The Mudcat Café TM
Thread #115099   Message #2461568
Posted By: katlaughing
09-Oct-08 - 07:52 PM
Thread Name: ADD/seek translation: Adios, Ciudad
Subject: RE: ADD/seek translation: Adios, Ciudad
Joe, I love how searching for things in one thread can lead to such interesting other stuff. I tried to find info on the authors of this song and found, instead, La Bloga: Chicana, Chicano, Latina, Latino, & more. Literature, Writers, Children's Literature, News, Views & Reviews.

That led me to This article in the San Antonio Current. Here's snippet from it:

"Raider of the lost archive

"By Kiko Martinez

"Ailing in a hospital bed in 1999 after his second heart attack and the quadruple bypass that followed, Tejano singer Sunny Ozuna was certain his time in this world was up.

Best known for his 1963 hit "Talk to Me," which he recorded with his band the Sunglows (later the Sunliners), and for being the first Tejano musician to perform on Dick Clark's American Bandstand that same year, Ozuna had led a fulfilling life and hoped he would be remembered when he was gone.

Frail from the surgery, Ozuna didn't call on family members to be by his bedside. He didn't ask for a chaplain to read him his last rites. Instead, Ozuna turned to his wife and asked for one final visitor, someone he knew could get his story right. Ozuna asked for Ramon Hernandez.

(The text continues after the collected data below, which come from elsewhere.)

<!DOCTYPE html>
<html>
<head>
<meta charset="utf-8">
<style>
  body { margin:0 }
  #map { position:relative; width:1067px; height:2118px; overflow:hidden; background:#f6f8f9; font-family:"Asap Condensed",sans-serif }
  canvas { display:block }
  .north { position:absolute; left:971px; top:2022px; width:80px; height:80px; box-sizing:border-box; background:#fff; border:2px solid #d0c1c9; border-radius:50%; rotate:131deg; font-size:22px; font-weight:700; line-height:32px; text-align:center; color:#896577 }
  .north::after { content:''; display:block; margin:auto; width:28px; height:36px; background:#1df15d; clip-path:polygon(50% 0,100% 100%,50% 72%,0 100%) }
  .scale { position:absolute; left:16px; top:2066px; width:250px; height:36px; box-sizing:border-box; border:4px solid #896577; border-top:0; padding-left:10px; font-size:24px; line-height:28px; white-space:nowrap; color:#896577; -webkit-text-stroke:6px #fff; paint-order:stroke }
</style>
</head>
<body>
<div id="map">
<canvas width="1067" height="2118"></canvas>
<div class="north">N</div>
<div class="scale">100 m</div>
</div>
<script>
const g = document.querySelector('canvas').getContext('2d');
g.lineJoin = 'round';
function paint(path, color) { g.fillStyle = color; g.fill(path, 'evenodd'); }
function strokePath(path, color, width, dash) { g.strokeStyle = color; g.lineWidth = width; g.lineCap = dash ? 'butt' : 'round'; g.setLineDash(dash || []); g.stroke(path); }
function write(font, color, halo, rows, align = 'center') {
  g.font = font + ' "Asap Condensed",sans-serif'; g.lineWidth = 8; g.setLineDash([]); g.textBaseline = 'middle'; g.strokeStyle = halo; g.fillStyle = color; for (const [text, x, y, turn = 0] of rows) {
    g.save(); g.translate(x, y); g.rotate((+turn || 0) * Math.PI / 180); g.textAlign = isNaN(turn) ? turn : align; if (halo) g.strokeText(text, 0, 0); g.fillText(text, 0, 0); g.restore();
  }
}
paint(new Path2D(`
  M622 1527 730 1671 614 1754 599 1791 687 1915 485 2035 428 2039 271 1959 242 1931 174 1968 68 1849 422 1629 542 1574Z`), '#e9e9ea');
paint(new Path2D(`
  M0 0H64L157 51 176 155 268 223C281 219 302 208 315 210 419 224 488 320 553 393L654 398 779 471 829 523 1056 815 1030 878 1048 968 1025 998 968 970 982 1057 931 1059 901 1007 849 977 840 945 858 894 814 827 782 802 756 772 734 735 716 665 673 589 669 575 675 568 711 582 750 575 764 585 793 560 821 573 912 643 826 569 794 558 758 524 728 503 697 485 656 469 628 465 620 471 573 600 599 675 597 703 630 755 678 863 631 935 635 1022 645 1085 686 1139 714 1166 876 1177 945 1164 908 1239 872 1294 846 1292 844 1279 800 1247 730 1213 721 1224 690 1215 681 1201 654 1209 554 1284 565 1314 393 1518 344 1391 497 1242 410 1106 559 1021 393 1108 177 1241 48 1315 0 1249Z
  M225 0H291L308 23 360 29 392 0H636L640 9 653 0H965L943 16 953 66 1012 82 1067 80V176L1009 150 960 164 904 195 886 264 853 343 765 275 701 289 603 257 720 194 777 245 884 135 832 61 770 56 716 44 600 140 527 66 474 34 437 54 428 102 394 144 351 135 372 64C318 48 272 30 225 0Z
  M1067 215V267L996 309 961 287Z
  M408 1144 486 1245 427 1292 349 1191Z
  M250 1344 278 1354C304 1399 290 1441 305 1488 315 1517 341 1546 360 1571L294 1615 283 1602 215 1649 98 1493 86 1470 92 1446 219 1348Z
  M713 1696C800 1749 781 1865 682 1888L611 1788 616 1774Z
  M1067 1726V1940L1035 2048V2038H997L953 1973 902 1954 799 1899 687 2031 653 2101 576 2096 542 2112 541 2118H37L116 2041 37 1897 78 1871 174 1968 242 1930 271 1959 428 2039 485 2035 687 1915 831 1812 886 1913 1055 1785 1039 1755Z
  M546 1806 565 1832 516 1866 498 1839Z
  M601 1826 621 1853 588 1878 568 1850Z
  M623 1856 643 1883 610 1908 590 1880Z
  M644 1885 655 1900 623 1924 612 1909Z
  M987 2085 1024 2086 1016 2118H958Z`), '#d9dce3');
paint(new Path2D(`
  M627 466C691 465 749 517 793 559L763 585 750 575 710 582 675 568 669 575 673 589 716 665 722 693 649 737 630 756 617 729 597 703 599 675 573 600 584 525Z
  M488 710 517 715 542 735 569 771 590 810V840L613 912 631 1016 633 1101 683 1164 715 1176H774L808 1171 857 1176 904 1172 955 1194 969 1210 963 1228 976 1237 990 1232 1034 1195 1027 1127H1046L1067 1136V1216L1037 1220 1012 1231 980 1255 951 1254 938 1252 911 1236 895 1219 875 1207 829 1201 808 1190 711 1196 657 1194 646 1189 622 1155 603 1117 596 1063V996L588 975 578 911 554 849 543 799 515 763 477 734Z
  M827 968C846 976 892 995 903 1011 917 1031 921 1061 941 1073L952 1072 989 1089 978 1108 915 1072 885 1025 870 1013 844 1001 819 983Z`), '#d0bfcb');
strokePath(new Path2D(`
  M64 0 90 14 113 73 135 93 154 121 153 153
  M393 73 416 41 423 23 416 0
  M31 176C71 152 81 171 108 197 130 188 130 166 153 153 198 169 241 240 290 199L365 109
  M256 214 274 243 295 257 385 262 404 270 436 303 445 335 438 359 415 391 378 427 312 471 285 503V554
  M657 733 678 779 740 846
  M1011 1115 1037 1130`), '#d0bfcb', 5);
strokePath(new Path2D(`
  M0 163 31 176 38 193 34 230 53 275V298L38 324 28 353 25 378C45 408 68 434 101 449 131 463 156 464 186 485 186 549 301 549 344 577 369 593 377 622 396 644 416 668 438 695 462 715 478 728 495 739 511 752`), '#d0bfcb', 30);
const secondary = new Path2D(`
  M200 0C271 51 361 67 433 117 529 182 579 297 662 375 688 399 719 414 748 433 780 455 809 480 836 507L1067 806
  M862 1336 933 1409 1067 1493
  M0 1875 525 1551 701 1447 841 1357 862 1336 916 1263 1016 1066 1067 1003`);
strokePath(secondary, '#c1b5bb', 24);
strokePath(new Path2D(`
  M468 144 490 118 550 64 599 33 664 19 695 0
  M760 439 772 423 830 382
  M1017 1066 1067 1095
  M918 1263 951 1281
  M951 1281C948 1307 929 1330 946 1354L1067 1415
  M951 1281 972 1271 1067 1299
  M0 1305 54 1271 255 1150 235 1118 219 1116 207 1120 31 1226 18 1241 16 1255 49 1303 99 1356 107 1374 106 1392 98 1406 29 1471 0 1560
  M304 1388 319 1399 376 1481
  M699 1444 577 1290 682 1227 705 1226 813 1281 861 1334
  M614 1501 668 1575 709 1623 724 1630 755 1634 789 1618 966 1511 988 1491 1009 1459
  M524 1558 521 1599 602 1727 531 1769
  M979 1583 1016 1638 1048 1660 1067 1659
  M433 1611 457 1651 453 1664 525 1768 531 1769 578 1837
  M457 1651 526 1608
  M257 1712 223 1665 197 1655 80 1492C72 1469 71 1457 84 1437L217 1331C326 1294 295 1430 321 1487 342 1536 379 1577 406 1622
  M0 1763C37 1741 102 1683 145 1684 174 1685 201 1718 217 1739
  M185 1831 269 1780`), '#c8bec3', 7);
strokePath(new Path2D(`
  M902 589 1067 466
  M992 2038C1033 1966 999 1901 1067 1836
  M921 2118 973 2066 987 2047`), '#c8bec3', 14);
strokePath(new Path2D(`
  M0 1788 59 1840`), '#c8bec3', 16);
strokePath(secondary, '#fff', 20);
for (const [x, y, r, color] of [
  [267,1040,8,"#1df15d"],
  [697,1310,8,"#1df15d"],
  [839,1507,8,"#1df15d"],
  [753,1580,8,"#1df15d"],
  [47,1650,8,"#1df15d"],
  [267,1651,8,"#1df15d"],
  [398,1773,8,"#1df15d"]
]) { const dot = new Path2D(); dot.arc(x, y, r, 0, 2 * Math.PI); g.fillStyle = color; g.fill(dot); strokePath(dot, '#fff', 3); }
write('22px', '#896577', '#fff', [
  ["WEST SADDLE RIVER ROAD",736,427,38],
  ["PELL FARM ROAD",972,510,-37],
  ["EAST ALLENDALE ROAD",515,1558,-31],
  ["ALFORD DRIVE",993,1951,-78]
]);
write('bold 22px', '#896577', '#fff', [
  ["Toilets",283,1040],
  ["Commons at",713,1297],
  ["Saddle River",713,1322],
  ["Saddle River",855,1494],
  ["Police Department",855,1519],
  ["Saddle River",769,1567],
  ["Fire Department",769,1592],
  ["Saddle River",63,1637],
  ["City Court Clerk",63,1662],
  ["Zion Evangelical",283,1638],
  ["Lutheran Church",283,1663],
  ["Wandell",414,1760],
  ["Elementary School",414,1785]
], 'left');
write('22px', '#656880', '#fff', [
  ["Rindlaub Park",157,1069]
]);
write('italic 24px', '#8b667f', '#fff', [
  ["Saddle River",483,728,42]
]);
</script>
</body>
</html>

"I wanted my thoughts at that time to be written down," Ozuna said. "I thought the only one that could document that would be Ramon."

Over the last 30 years, Hernandez has transformed himself into a human encyclopedia of Latino music knowledge. In the early 1960s, he began collecting literature, periodicals, recordings, photographs, and other memorabilia on Latinos in the music industry, from the crooners of the '40s to the rock 'n' rollers of the '50s to anyone who has ever been associated with Tejano, conjunto, and música ranchera.

"Ramon has one of the most extensive music history collections in the world," says Steve Williams, founder of the Museum of American Music History. "There are very few collections that are as detailed as his that will take you from the origins of an artist throughout his entire career in pictures, documents, and mementos."